The plaintiffs have yet to publicly name the accomplice but they believe they know who he is. The suspect is currently referred to as “John Doe 1” in the lawsuit. They are “cognizantly refraining from making such an allegation against this particular Defendant…until further information can be gleaned through the discovery process,” the plaintiffs said.
Stones Gambling Hall Not Directly Implicated
However, Stones Gambling Hall isn’t being accused of being directly accused of being complicit in the scam. The lawsuit does claim that Stones “continually sought to downplay” complaints while “promoting Mr. Postle as an idiosyncratically gifted individual imbued with poker skills so immense as to be incomprehensible to the average person.”
The lawsuit accuses Stones Gambling Hall of negligence. Furthermore, it accuses the manager of the poker room, Justin Kuraitis, for allegedly hiding the situation which allowed the scam to go on longer than it should have. They are seeking US$10 million from Stones Gambling Hall and Kuraitis.

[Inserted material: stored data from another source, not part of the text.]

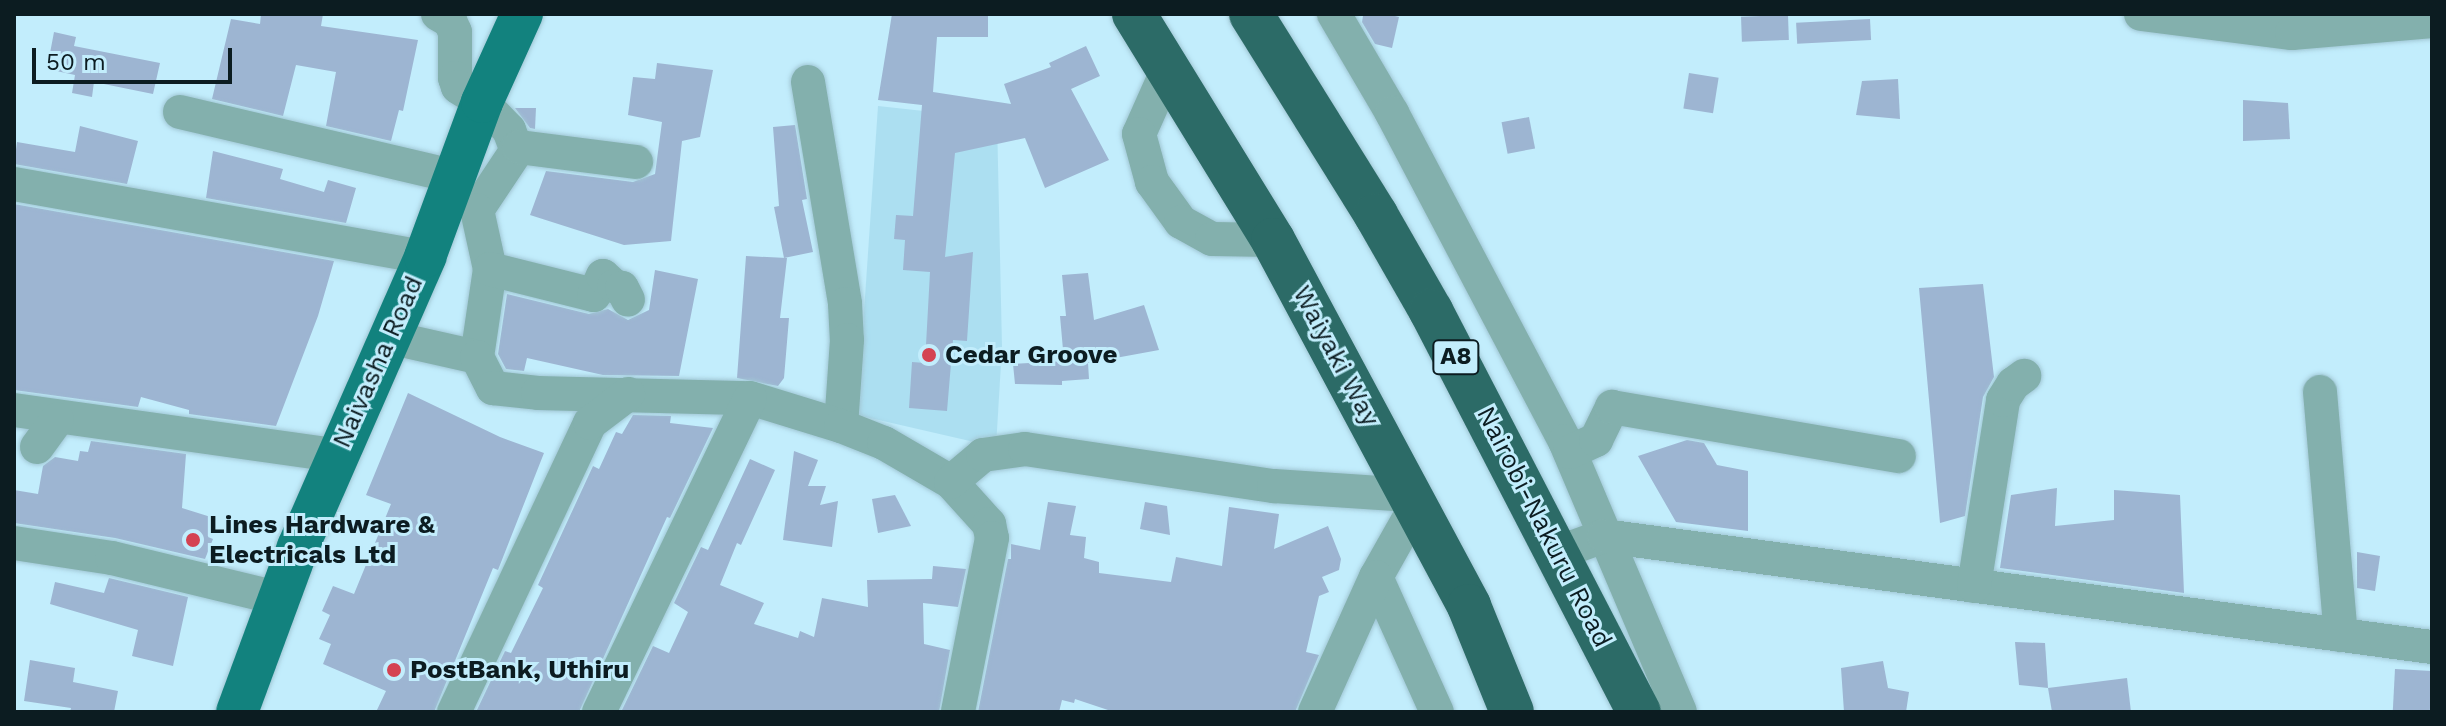 <!DOCTYPE html>
<html>
<head>
<meta charset="utf-8">
<style>
	body { margin:0 }
	#map { position:relative; width:2446px; height:726px; overflow:hidden; background:#c2edfc; font-family:"Work Sans",sans-serif }
	div>[style] { position:absolute }
	[style*='--x'] { left:calc(var(--x)*1px); top:calc(var(--y)*1px); width:calc(var(--w)*1px); rotate:calc(var(--a)*1deg) }
	.built>* { inset:0; background:#acdff1 }
	.building>* { inset:0; background:#9db5d2; transform-origin:0 0 }
	.roads { filter:drop-shadow(0 0 2px #a1c7d5) drop-shadow(0 0 2px #a1c7d5) }
	.minor>* { height:34px; margin:-17px; padding:0 17px; transform-origin:17px; border-radius:17px; background:#83b0ad }
	.major>* { height:42px; margin:-21px; padding:0 21px; transform-origin:21px; border-radius:21px; background:#12827e }
	.highway>* { height:44px; margin:-22px; padding:0 22px; transform-origin:22px; border-radius:22px; background:#2c6b67 }
	.dots>* { width:22px; height:22px; translate:-50% -50%; box-sizing:border-box; border:4px solid #c2edfc; border-radius:50% }
	span { translate:-50% -50%; white-space:nowrap; text-align:center; line-height:1.15; -webkit-text-stroke:6px #c2edfc; paint-order:stroke }
	.shield-label span { padding:2px 6px; background:#c2edfc; border:2px solid; border-radius:6px; -webkit-text-stroke-width:0 }
	.shield-label { font-size:24px; color:#0c1c21; font-weight:700 }
	.poi-label { font-size:26px; color:#0c1c21; font-weight:700 }
	.left { translate:0 -50%; text-align:left }
	.street-label { font-size:26px; color:#0c1c21 }
	.frame { position:absolute; inset:0; border:16px solid #0c1c21; pointer-events:none }
	.scale { position:absolute; left:32px; top:48px; width:200px; height:36px; box-sizing:border-box; border:4px solid #0c1c21; border-top:0; padding-left:10px; font-size:24px; line-height:28px; white-space:nowrap; color:#0c1c21; -webkit-text-stroke:6px #c2edfc; paint-order:stroke }
</style>
</head>
<body>
<div id="map">
	<div class="built">
		<i style="clip-path:polygon(878px 106px,997px 119px,1002px 347px,996px 447px,857px 415px)"></i>
	</div>
	<div class="building">
		<i style="clip-path:polygon(261px 14px,323px 14px,321px 26px,418px 40px,403px 111px,399px 110px,391px 141px,326px 126px,336px 72px,296px 65px,283px 116px,212px 99px,231px 19px,260px 24px)"></i>
		<i style="clip-path:polygon(892px 14px,988px 14px,988px 37px,937px 37px,933px 92px,1011px 104px,1004px 84px,1051px 67px,1049px 63px,1086px 46px,1100px 76px,1071px 89px,1109px 160px,1045px 188px,1025px 138px,955px 153px,945px 257px,973px 252px,967px 341px,953px 340px,947px 411px,909px 408px,912px 362px,925px 363px,930px 272px,903px 270px,905px 240px,894px 239px,896px 215px,913px 216px,922px 105px,878px 100px)"></i>
		<i style="clip-path:polygon(1387px 14px,1399px 17px,1392px 48px,1375px 44px,1362px 22px,1363px 16px)"></i>
		<i style="left:1788px;top:15px;width:25px;height:47px;rotate:88deg"></i>
		<i style="left:1870px;top:19px;width:21px;height:74px;rotate:87deg"></i>
		<i style="clip-path:polygon(54px 32px,76px 37px,74px 46px,160px 63px,153px 94px,94px 82px,92px 97px,72px 93px,75px 75px,47px 69px)"></i>
		<i style="clip-path:polygon(657px 63px,713px 70px,700px 137px,682px 141px,671px 241px,624px 245px,530px 215px,546px 171px,633px 182px,655px 174px,662px 122px,628px 115px,633px 77px,655px 79px)"></i>
		<i style="left:1689px;top:73px;width:30px;height:36px;rotate:9deg"></i>
		<i style="clip-path:polygon(1898px 79px,1900px 119px,1856px 115px,1862px 81px)"></i>
		<i style="clip-path:polygon(2243px 100px,2288px 103px,2290px 139px,2243px 141px)"></i>
		<i style="clip-path:polygon(515px 108px,536px 108px,535px 129px,530px 128px)"></i>
		<i style="left:1529px;top:117px;width:32px;height:28px;rotate:79deg"></i>
		<i style="clip-path:polygon(795px 125px,807px 199px,802px 200px,813px 252px,784px 258px,774px 207px,779px 206px,773px 127px)"></i>
		<i style="clip-path:polygon(80px 126px,138px 141px,127px 184px,14px 164px,17px 142px,75px 152px)"></i>
		<i style="clip-path:polygon(213px 151px,283px 169px,280px 179px,324px 192px,328px 180px,356px 188px,346px 223px,206px 198px)"></i>
		<i style="clip-path:polygon(14px 204px,334px 261px,318px 316px,276px 426px,189px 414px,189px 410px,141px 397px,138px 407px,14px 390px)"></i>
		<i style="clip-path:polygon(746px 256px,787px 258px,780px 318px,789px 318px,784px 378px,778px 386px,737px 378px)"></i>
		<i style="clip-path:polygon(655px 270px,698px 279px,679px 376px,603px 375px,527px 358px,524px 371px,506px 369px,498px 354px,507px 294px,589px 314px,608px 309px,628px 320px,649px 310px)"></i>
		<i style="clip-path:polygon(1088px 273px,1094px 320px,1144px 305px,1159px 350px,1088px 363px,1089px 379px,1062px 381px,1062px 385px,1015px 384px,1013px 364px,1064px 361px,1060px 316px,1066px 316px,1062px 275px)"></i>
		<i style="clip-path:polygon(1983px 284px,1994px 377px,1983px 397px,1965px 516px,1940px 523px,1919px 288px)"></i>
		<i style="clip-path:polygon(408px 393px,500px 437px,544px 453px,498px 570px,493px 568px,434px 712px,376px 712px,386px 691px,323px 664px,331px 644px,319px 639px,330px 615px,322px 611px,333px 586px,354px 594px,391px 504px,366px 495px)"></i>
		<i style="clip-path:polygon(633px 415px,671px 416px,670px 423px,713px 428px,670px 518px,667px 517px,579px 712px,476px 712px,505px 651px,511px 653px,543px 588px,538px 585px,593px 466px,599px 469px,616px 432px,622px 434px)"></i>
		<i style="clip-path:polygon(1687px 440px,1704px 443px,1717px 465px,1748px 471px,1748px 531px,1676px 522px,1638px 456px)"></i>
		<i style="clip-path:polygon(91px 441px,186px 454px,182px 508px,214px 518px,208px 537px,213px 539px,205px 559px,115px 538px,14px 523px,14px 490px,38px 494px,43px 466px,55px 457px,78px 461px,80px 451px,88px 452px)"></i>
		<i style="clip-path:polygon(794px 451px,818px 460px,808px 486px,826px 486px,820px 505px,838px 501px,832px 547px,783px 540px)"></i>
		<i style="clip-path:polygon(750px 459px,775px 470px,741px 545px,737px 543px,720px 585px,764px 603px,754px 624px,798px 638px,800px 631px,814px 637px,822px 598px,868px 607px,867px 580px,932px 579px,933px 566px,966px 569px,958px 607px,923px 603px,924px 644px,950px 650px,939px 712px,621px 712px,653px 646px,669px 653px,688px 612px,674px 603px,701px 547px,708px 550px)"></i>
		<i style="clip-path:polygon(2057px 488px,2055px 526px,2114px 520px,2114px 490px,2180px 495px,2184px 593px,2000px 568px,2011px 495px)"></i>
		<i style="clip-path:polygon(895px 495px,911px 526px,878px 533px,872px 499px)"></i>
		<i style="clip-path:polygon(1048px 502px,1076px 506px,1070px 535px,1086px 537px,1084px 558px,1099px 562px,1099px 573px,1171px 582px,1176px 557px,1222px 566px,1229px 507px,1279px 514px,1274px 549px,1328px 526px,1341px 559px,1339px 570px,1322px 577px,1329px 592px,1319px 596px,1306px 652px,1319px 655px,1295px 712px,1114px 712px,1075px 699px,1074px 703px,1062px 700px,1059px 712px,978px 712px,1008px 559px,1011px 559px,1011px 544px,1040px 550px)"></i>
		<i style="clip-path:polygon(1145px 502px,1167px 506px,1170px 535px,1140px 529px)"></i>
		<i style="clip-path:polygon(2357px 552px,2380px 556px,2375px 591px,2357px 588px)"></i>
		<i style="clip-path:polygon(109px 578px,188px 597px,173px 666px,132px 656px,138px 630px,50px 604px,55px 582px,104px 593px)"></i>
		<i style="clip-path:polygon(2015px 642px,2045px 643px,2048px 688px,2019px 685px)"></i>
		<i style="clip-path:polygon(30px 660px,75px 668px,73px 682px,118px 691px,114px 712px,70px 712px,71px 708px,24px 701px)"></i>
		<i style="clip-path:polygon(1883px 661px,1888px 688px,1909px 692px,1906px 712px,1844px 712px,1841px 668px)"></i>
		<i style="left:2395px;top:669px;width:37px;height:43px;rotate:3deg"></i>
		<i style="clip-path:polygon(2127px 678px,2131px 712px,2052px 712px,2048px 688px)"></i>
	</div>
	<div class="roads">
		<div class="minor">
			<i style="--x:438;--y:14;--w:14;--a:30"></i>
			<i style="--x:450;--y:21;--w:12;--a:66"></i>
			<i style="--x:455;--y:32;--w:46;--a:90"></i>
			<i style="--x:455;--y:78;--w:9;--a:72"></i>
			<i style="--x:458;--y:87;--w:28;--a:32"></i>
			<i style="--x:482;--y:102;--w:39;--a:46"></i>
			<i style="--x:509;--y:130;--w:19;--a:69"></i>
			<i style="--x:516;--y:148;--w:3;--a:-18"></i>
			<i style="--x:519;--y:147;--w:76;--a:123.7"></i>
			<i style="--x:477;--y:210;--w:60;--a:77.6"></i>
			<i style="--x:490;--y:269;--w:89;--a:98.4"></i>
			<i style="--x:1334;--y:14;--w:115;--a:59.6"></i>
			<i style="--x:1392;--y:113;--w:371;--a:62.2"></i>
			<i style="--x:1565;--y:441;--w:294;--a:67"></i>
			<i style="--x:2141;--y:14;--w:152;--a:7.2"></i>
			<i style="--x:2292;--y:33;--w:141;--a:-4.9"></i>
			<i style="--x:1168;--y:69;--w:71;--a:114"></i>
			<i style="--x:1139;--y:134;--w:50;--a:74.8"></i>
			<i style="--x:1152;--y:182;--w:49;--a:54.1"></i>
			<i style="--x:1181;--y:222;--w:35;--a:29"></i>
			<i style="--x:1212;--y:239;--w:61;--a:0.9"></i>
			<i style="--x:808;--y:82;--w:225;--a:80.5"></i>
			<i style="--x:845;--y:304;--w:36;--a:87"></i>
			<i style="--x:847;--y:340;--w:86;--a:94"></i>
			<i style="--x:180;--y:112;--w:280;--a:13.2"></i>
			<i style="--x:519;--y:147;--w:118;--a:7.3"></i>
			<i style="--x:14;--y:184;--w:417;--a:10.1"></i>
			<i style="--x:490;--y:269;--w:107;--a:14"></i>
			<i style="--x:594;--y:295;--w:21;--a:-65"></i>
			<i style="--x:603;--y:276;--w:15;--a:42"></i>
			<i style="--x:614;--y:286;--w:8;--a:14"></i>
			<i style="--x:622;--y:288;--w:13;--a:63"></i>
			<i style="--x:388;--y:337;--w:91;--a:12.7"></i>
			<i style="--x:477;--y:357;--w:35;--a:63"></i>
			<i style="--x:493;--y:388;--w:45;--a:6.3"></i>
			<i style="--x:538;--y:393;--w:212;--a:1.4"></i>
			<i style="--x:750;--y:398;--w:95;--a:17.1"></i>
			<i style="--x:841;--y:426;--w:46;--a:21.6"></i>
			<i style="--x:884;--y:443;--w:78;--a:30.2"></i>
			<i style="--x:951;--y:482;--w:57;--a:47.9"></i>
			<i style="--x:989;--y:524;--w:14;--a:78"></i>
			<i style="--x:992;--y:538;--w:177;--a:101.1"></i>
			<i style="--x:2320;--y:392;--w:244;--a:85.1"></i>
			<i style="--x:14;--y:410;--w:325;--a:8"></i>
			<i style="--x:37;--y:447;--w:34;--a:-54"></i>
			<i style="--x:1570;--y:452;--w:29;--a:-25"></i>
			<i style="--x:1596;--y:440;--w:37;--a:-64"></i>
			<i style="--x:1612;--y:407;--w:291;--a:9.7"></i>
			<i style="--x:951;--y:482;--w:42;--a:-40.2"></i>
			<i style="--x:983;--y:455;--w:42;--a:-8.1"></i>
			<i style="--x:1025;--y:449;--w:252;--a:8.5"></i>
			<i style="--x:1274;--y:486;--w:136;--a:3.8"></i>
			<i style="--x:1416;--y:506;--w:81;--a:119.4"></i>
			<i style="--x:1376;--y:577;--w:148;--a:65.7"></i>
			<i style="--x:14;--y:543;--w:99;--a:8.7"></i>
			<i style="--x:112;--y:558;--w:170;--a:13.6"></i>
			<i style="--x:1557;--y:553;--w:50;--a:-19.9"></i>
			<i style="--x:1604;--y:536;--w:835;--a:7.64"></i>
			<i style="--x:1974;--y:586;--w:188;--a:-81.1"></i>
			<i style="--x:2003;--y:400;--w:19;--a:-58"></i>
			<i style="--x:2013;--y:384;--w:14;--a:-36"></i>
			<i style="--x:454;--y:712;--w:319;--a:-64.8"></i>
			<i style="--x:590;--y:423;--w:48;--a:-37.3"></i>
			<i style="--x:599;--y:712;--w:348;--a:-64.3"></i>
			<i style="--x:1315;--y:712;--w:148;--a:-65.7"></i>
		</div>
		<div class="major">
			<i style="--x:237;--y:712;--w:176;--a:-69.7"></i>
			<i style="--x:298;--y:547;--w:317;--a:-66.3"></i>
			<i style="--x:425;--y:257;--w:165;--a:-69.8"></i>
			<i style="--x:482;--y:102;--w:97;--a:-65.6"></i>
		</div>
		<div class="highway">
			<i style="--x:1134;--y:14;--w:265;--a:58.4"></i>
			<i style="--x:1273;--y:240;--w:415;--a:61.8"></i>
			<i style="--x:1469;--y:606;--w:114;--a:67.9"></i>
			<i style="--x:1251;--y:14;--w:237;--a:58.1"></i>
			<i style="--x:1376;--y:215;--w:111;--a:60.2"></i>
			<i style="--x:1431;--y:311;--w:452;--a:62.6"></i>
		</div>
	</div>
	<div class="dots">
		<i style="left:929px;top:355px;background:#d44352"></i>
		<i style="left:193px;top:540px;background:#d44352"></i>
		<i style="left:394px;top:670px;background:#d44352"></i>
	</div>
	<div class="shield-label">
		<span style="left:1456px;top:357px">A8</span>
	</div>
	<div class="poi-label">
		<span class="left" style="left:945px;top:355px">Cedar Groove</span>
		<span class="left" style="left:209px;top:540px">Lines Hardware &amp;<br>Electricals Ltd</span>
		<span class="left" style="left:410px;top:670px">PostBank, Uthiru</span>
	</div>
	<div class="street-label">
		<span style="left:1336px;top:356px;rotate:62deg">Waiyaki Way</span>
		<span style="left:378px;top:362px;rotate:-66deg">Naivasha Road</span>
		<span style="left:1544px;top:527px;rotate:63deg">Nairobi-Nakuru Road</span>
	</div>
	<div class="frame"></div>
	<div class="scale">50 m</div>
</div>
</body>
</html>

Internet Sleuthing Exposes Possible Cheating
The scam was discovered largely by people online in numerous public forums, including well-known poker bloggers like Matt Berkey, Joey Ingram, and Doug Polk. Suspicions of the cheating emerged in late September after the poker show’s commentator Veronica Brill expressed her concerns on Twitter. Then, forum members analyzed footage of hands and the statistical implausibility of Postle’s play and win-rates. He may not have won every session he played but this correlates with the absence of John Doe 1 from Stones Gambling Hall.
And when Postle did win, those wins were “exponential outliers”, the lawsuit claims. “In short, Mr. Postle’s poker winnings – considered in the prism of both metrics and hand-for-hand decision making – on Stones Live Poker have been… representing a quality of play multiple degrees higher than that achieved by the best poker players in the world.”
It’s estimated that he has won roughly US$250,000 during the sessions. The plaintiffs are seeking US$10 million from Postle in damages.